Il documentario, realizzato anche grazie al supporto di Focsiv, parte in questi giorni per un tour nel quale la visione vuole essere l’occasione per riprodurre idealmente questa opportunità: quella dell’incontro fra realtà differenti eppure vicine. Le tappe sono in costante aggiornamento su www.laforzadelledonne.com.

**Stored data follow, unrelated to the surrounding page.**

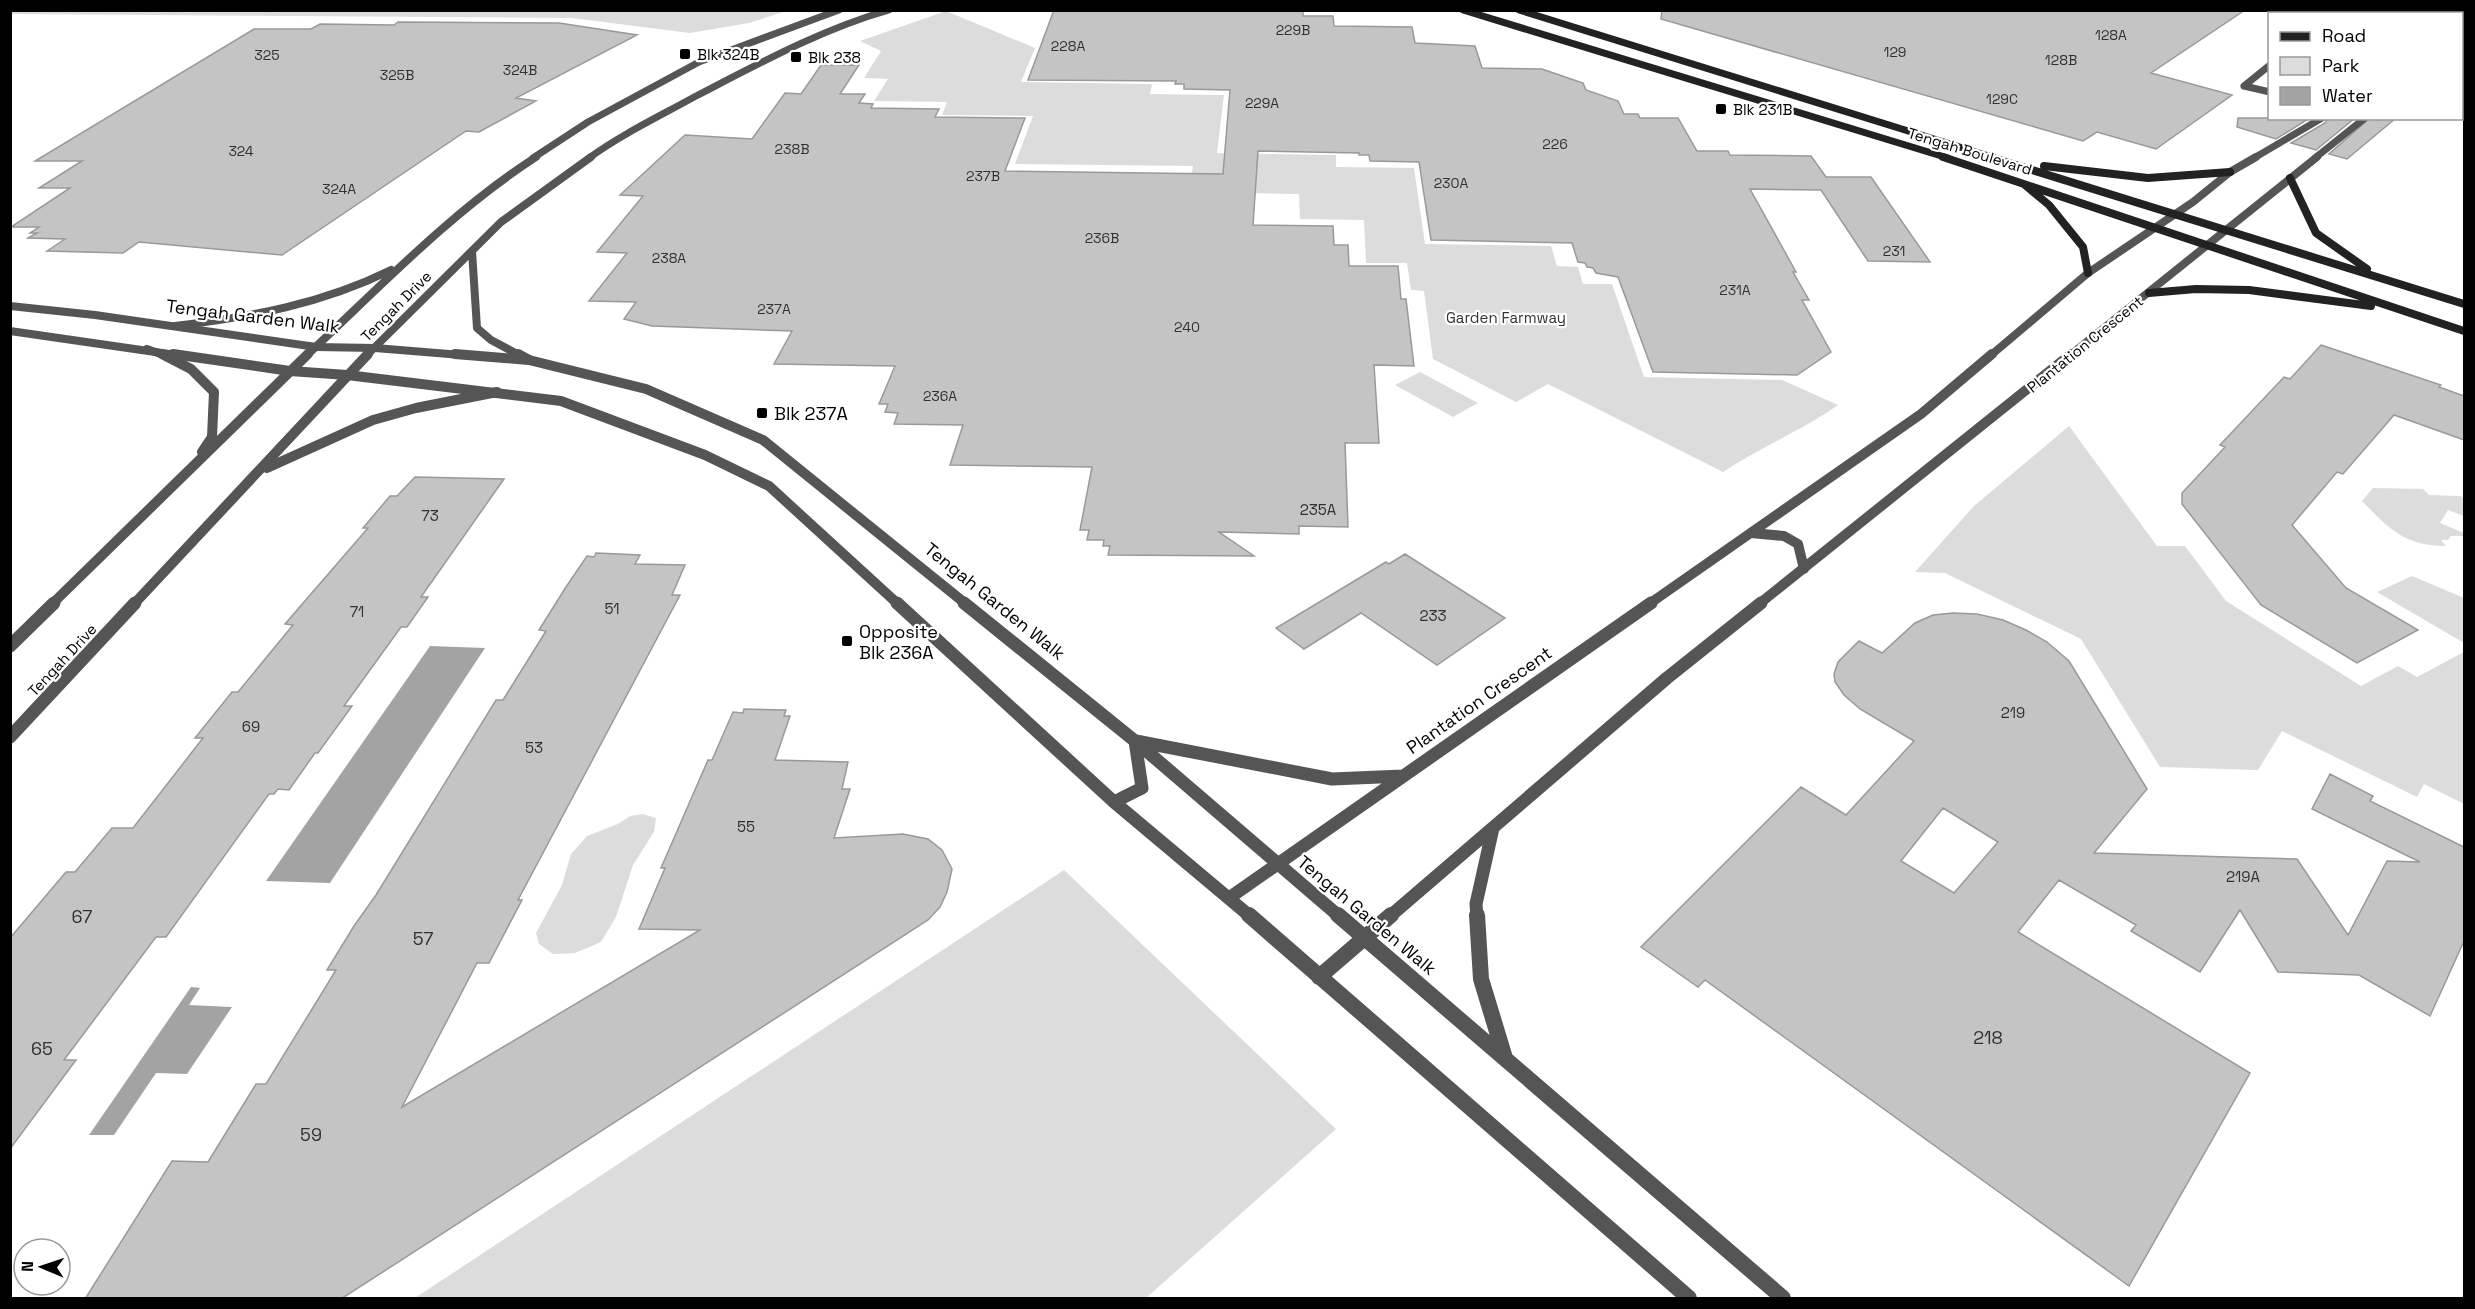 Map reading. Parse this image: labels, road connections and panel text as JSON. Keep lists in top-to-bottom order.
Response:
{
  "streets": {
    "main road": ["Tengah Boulevard"],
    "street": ["Tengah Drive", "Tengah Garden Walk", "Plantation Crescent"]
  },
  "crossings": [
    ["Tengah Boulevard", "Plantation Crescent"],
    ["Tengah Drive", "Tengah Garden Walk"],
    ["Tengah Garden Walk", "Plantation Crescent"]
  ],
  "parks": ["Garden Farmway"],
  "places": {
    "transit": [
      "Blk 324B",
      "Blk 238",
      "Blk 231B",
      "Blk 237A",
      "Opposite Blk 236A"
    ]
  },
  "house_numbers": [
    "229B",
    "128A",
    "228A",
    "129",
    "325",
    "128B",
    "324B",
    "325B",
    "129C",
    "229A",
    "226",
    "238B",
    "324",
    "237B",
    "230A",
    "324A",
    "236B",
    "231",
    "238A",
    "231A",
    "237A",
    "240",
    "236A",
    "235A",
    "73",
    "51",
    "71",
    "233",
    "219",
    "69",
    "53",
    "55",
    "219A",
    "67",
    "57",
    "218",
    "65",
    "59"
  ],
  "legend": ["Road", "Park", "Water"],
  "north": "left"
} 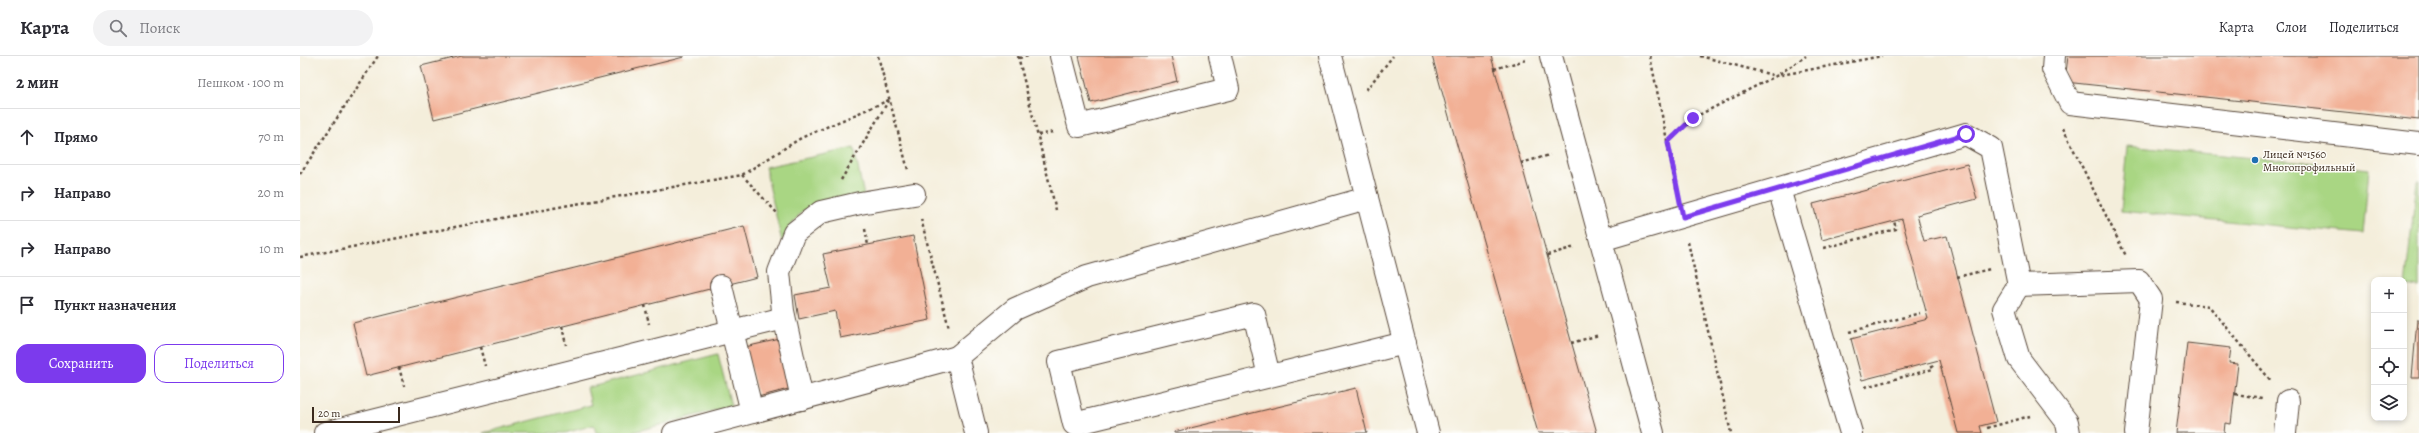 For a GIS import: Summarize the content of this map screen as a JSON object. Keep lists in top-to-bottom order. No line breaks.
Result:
{"places":["Лицей №1560 Многопрофильный"],"scale_bar":"20 m","page":{"header":"Карта","search":"Поиск","nav":["Карта","Слои","Поделиться"],"heading":["2 мин","Пешком · 100 m"],"list":[["Прямо","70 m"],["Направо","20 m"],["Направо","10 m"],"Пункт назначения"],"map_buttons":["+","−"],"buttons":["Сохранить","Поделиться"],"scale":"20 m"}} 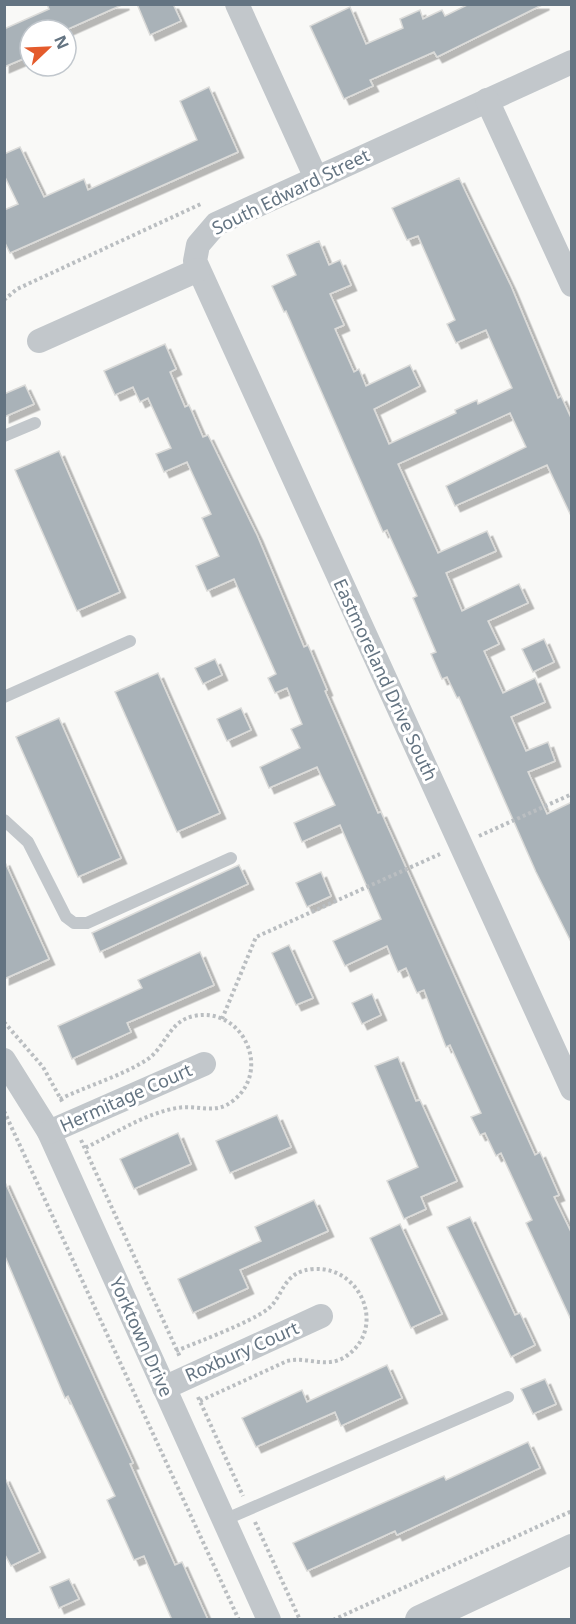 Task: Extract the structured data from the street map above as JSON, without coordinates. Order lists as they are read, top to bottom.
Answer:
{
  "streets": {
    "street": [
      "South Edward Street",
      "Eastmoreland Drive South",
      "Hermitage Court",
      "Yorktown Drive",
      "Roxbury Court"
    ]
  },
  "crossings": [
    ["South Edward Street", "Eastmoreland Drive South"],
    ["Hermitage Court", "Yorktown Drive"],
    ["Yorktown Drive", "Roxbury Court"]
  ],
  "north": "top right"
} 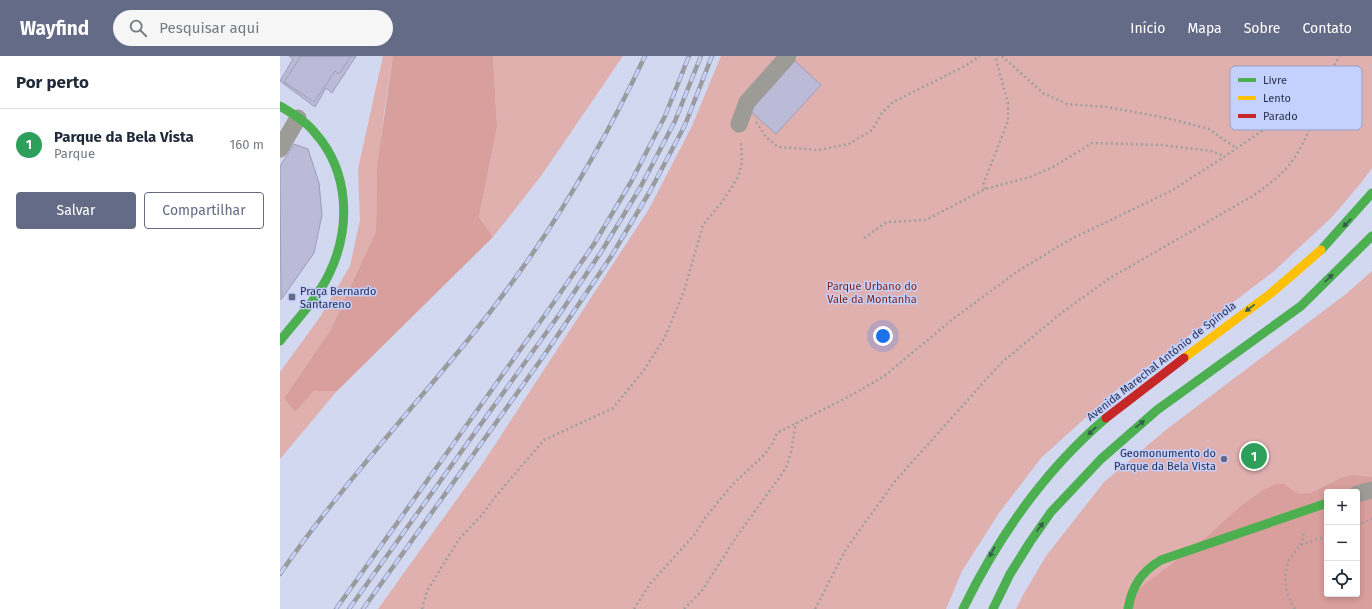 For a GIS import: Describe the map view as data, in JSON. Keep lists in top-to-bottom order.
{
  "streets": {
    "main road": ["Avenida Marechal António de Spínola"]
  },
  "parks": ["Parque Urbano do Vale da Montanha"],
  "places": {
    "transit": ["Praça Bernardo Santareno"],
    "other": ["Geomonumento do Parque da Bela Vista"]
  },
  "legend": ["Livre", "Lento", "Parado"],
  "page": {
    "header": "Wayfind",
    "search": "Pesquisar aqui",
    "nav": [
      "Início",
      "Mapa",
      "Sobre",
      "Contato"
    ],
    "heading": "Por perto",
    "list": [
      {
        "mark": "1",
        "name": "Parque da Bela Vista",
        "note": "Parque",
        "value": "160 m"
      }
    ],
    "buttons": ["Salvar", "Compartilhar"],
    "pins": "1",
    "map_buttons": ["+", "−"]
  }
}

Noi abbiamo voluto far raccontare questa esperienza direttamente ai suoi protagonisti, ripercorrendo con loro i momenti cardine di questa avventura dal differente angolo visuale di due personalità e generazioni a confronto.

LA PARTENZA

Laura: «La partenza è stata più complessa del viaggio in sé. Neve a Istanbul, aeroporto chiuso, ore di attesa e poi imbarcati per Amman, Giordania. Sette ore di scalo tra sauditi che giravano con i falchi al braccio e il famoso gruppo della “Turkish”: Jassin (Nazioni Unite), Alessandra (Ong danese), Giulia (WFP), Luciano (TREVI Spa) e noi due Marco (il millennial) e Laura (il dinosauro). In giro per l’aeroporto di Amman tra caffè e poltrone vibranti. E finalmente l’8 gennaio alle 3 di mattina siamo arrivati a Erbil, Kurdistan iracheno.

Marco: «Sì, è vero: il primo arrivo a Erbil mi ricorda neve e freddo. Aerei fermi e notizie veloci. Anche perché, per me che parto dalla Sicilia, significa sempre un pezzo di viaggio in più. Alla fine? Quella che mi ricordo è una traversata continentale di quasi venti ore passata a smontare ogni stereotipo sul Medio Oriente. I ritardi aeroportuali? Sono serviti a conoscere delle belle persone e a scroccare una notte all’hotel Hilton».

L’APPROCCIO ALLA GUERRA

Laura: «La guerra la senti subito e subito ti entra dentro. Dai troppi soldati che girano, dalla massa di sfollati accatastati in palazzi abbandonati e senza servizi o nei campi dove c’è una parvenza di vita quotidiana. La guerra la senti sulla strada che ti porta al fronte e ogni check point che superi è un passo verso di lei. La guerra la senti con i bombardieri che ti passano sulla testa tra le rovine di una città».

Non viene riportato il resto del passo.